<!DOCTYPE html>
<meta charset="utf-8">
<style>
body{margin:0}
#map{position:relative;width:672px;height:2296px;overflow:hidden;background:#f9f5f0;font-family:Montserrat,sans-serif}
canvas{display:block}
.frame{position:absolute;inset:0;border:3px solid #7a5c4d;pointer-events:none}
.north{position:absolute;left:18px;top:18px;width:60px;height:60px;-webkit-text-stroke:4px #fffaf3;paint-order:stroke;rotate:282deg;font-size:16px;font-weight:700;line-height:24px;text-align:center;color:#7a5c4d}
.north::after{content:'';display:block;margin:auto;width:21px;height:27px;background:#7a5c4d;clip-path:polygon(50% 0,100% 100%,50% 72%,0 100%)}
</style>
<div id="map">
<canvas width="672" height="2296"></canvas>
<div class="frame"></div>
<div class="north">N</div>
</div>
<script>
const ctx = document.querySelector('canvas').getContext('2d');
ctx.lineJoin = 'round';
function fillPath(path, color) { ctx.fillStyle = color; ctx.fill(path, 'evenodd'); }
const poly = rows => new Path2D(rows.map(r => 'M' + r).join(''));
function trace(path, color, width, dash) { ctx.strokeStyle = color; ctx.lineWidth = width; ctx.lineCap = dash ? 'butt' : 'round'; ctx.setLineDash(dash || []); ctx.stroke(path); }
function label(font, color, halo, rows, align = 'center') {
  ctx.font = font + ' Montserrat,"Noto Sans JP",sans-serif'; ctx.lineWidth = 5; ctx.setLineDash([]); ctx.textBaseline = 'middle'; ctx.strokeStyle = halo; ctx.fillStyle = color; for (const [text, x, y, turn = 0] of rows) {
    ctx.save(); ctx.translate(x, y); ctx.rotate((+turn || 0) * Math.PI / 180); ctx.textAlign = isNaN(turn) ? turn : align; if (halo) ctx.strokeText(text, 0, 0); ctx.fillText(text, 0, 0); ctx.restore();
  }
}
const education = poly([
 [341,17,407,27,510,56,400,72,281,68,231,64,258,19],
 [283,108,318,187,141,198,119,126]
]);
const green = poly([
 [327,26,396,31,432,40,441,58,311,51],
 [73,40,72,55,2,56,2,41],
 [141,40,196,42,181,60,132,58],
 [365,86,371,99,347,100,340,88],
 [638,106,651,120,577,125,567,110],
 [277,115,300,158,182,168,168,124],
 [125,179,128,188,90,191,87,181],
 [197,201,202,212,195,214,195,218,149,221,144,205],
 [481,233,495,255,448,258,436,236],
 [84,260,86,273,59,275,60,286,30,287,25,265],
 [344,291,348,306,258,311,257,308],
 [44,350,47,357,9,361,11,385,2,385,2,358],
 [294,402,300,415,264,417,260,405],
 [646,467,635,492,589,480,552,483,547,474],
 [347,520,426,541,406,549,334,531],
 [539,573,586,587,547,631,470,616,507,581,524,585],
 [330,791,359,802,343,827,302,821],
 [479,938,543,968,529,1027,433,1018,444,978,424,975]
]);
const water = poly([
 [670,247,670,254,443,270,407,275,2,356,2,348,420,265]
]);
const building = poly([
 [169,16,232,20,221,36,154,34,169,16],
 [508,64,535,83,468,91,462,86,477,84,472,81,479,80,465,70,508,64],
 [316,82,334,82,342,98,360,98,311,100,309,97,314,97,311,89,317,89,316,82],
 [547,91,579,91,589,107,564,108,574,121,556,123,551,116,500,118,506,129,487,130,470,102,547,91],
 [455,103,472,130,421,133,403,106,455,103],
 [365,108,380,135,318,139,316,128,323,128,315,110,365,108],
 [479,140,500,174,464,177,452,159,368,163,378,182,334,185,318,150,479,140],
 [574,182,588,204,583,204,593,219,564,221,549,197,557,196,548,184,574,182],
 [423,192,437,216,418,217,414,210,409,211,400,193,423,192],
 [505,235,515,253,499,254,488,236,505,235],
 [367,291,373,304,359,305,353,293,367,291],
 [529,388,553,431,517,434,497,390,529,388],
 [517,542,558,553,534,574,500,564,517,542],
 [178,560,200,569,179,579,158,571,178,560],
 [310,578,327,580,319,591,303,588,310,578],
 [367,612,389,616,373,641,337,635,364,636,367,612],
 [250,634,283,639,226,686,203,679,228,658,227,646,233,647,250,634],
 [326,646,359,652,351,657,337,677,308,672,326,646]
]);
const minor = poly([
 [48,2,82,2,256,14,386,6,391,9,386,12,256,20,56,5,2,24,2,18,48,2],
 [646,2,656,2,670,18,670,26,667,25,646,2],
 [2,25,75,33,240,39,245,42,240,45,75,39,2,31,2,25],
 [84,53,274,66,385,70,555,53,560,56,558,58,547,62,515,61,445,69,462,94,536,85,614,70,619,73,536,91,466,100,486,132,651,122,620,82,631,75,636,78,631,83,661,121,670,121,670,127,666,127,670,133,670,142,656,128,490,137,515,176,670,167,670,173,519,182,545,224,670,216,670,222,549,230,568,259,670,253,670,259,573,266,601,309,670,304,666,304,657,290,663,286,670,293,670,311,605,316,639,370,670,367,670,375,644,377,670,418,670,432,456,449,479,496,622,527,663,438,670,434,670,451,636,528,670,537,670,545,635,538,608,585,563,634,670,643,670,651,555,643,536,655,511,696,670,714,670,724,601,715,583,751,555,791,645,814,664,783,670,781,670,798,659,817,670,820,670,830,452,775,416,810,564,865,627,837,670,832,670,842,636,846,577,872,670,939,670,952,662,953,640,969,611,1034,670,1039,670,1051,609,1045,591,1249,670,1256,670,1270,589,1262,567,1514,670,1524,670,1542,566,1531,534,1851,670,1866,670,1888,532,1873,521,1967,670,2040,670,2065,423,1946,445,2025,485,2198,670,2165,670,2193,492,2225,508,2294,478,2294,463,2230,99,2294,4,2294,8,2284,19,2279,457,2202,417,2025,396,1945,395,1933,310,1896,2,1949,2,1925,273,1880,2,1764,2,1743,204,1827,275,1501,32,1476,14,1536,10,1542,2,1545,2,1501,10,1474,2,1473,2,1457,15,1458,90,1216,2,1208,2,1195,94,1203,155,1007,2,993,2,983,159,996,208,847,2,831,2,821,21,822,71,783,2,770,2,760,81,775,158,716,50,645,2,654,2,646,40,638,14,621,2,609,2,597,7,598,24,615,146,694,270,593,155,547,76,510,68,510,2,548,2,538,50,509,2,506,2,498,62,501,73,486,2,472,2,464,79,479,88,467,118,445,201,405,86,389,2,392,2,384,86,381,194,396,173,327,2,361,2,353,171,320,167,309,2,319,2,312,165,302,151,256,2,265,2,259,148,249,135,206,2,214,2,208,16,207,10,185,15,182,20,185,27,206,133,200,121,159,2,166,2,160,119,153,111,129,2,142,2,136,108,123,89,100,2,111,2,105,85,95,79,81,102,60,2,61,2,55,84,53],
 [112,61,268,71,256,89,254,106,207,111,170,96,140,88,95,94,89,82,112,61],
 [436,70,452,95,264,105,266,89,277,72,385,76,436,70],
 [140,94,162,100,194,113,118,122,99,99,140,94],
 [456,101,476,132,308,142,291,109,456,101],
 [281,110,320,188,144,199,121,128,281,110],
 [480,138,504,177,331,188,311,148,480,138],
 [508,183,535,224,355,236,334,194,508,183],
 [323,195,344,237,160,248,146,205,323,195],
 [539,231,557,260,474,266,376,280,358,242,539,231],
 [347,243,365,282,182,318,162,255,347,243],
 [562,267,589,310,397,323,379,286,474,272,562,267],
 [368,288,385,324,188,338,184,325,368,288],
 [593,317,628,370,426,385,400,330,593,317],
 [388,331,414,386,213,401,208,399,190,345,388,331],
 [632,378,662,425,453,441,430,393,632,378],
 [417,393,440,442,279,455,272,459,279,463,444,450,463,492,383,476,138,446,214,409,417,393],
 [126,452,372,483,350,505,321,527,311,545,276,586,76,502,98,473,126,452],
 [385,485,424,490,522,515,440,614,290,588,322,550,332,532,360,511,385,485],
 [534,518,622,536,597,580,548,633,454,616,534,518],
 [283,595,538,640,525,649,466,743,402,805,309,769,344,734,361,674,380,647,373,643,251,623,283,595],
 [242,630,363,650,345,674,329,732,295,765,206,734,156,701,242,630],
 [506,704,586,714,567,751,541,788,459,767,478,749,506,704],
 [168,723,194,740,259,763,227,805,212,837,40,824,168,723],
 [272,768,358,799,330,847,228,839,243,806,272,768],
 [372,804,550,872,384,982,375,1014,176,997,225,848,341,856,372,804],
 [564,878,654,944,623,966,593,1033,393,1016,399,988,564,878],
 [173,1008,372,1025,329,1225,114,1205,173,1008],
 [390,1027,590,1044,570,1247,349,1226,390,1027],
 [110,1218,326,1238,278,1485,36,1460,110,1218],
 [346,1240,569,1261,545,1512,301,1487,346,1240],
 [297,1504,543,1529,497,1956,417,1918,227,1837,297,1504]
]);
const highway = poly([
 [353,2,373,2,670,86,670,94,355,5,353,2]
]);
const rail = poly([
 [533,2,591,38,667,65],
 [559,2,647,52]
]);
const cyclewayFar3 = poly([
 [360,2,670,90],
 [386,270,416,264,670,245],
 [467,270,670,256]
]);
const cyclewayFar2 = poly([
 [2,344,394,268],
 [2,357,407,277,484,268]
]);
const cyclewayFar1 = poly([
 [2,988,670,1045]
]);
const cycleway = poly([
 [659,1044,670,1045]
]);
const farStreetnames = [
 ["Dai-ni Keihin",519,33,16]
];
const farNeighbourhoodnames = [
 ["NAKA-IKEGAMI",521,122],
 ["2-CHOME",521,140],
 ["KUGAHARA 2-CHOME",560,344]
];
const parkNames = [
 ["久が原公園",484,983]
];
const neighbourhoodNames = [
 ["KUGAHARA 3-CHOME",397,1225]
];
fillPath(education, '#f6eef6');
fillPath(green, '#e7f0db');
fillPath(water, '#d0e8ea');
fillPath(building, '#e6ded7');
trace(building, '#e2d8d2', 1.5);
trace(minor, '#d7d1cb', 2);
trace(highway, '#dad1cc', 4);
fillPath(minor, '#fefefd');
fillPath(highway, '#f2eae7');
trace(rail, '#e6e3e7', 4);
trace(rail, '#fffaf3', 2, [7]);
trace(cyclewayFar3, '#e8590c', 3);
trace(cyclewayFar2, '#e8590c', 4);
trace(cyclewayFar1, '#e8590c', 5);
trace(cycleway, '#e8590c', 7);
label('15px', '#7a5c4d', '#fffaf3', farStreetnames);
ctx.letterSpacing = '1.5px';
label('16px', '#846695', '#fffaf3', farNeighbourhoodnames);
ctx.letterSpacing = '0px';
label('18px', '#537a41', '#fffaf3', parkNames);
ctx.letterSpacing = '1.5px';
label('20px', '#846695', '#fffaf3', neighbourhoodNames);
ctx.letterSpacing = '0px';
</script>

################

(What the exercise asks): Check each line of the material for the string "halo" and state how many lines contain it, with only the number as the answer.

(Written solution): 3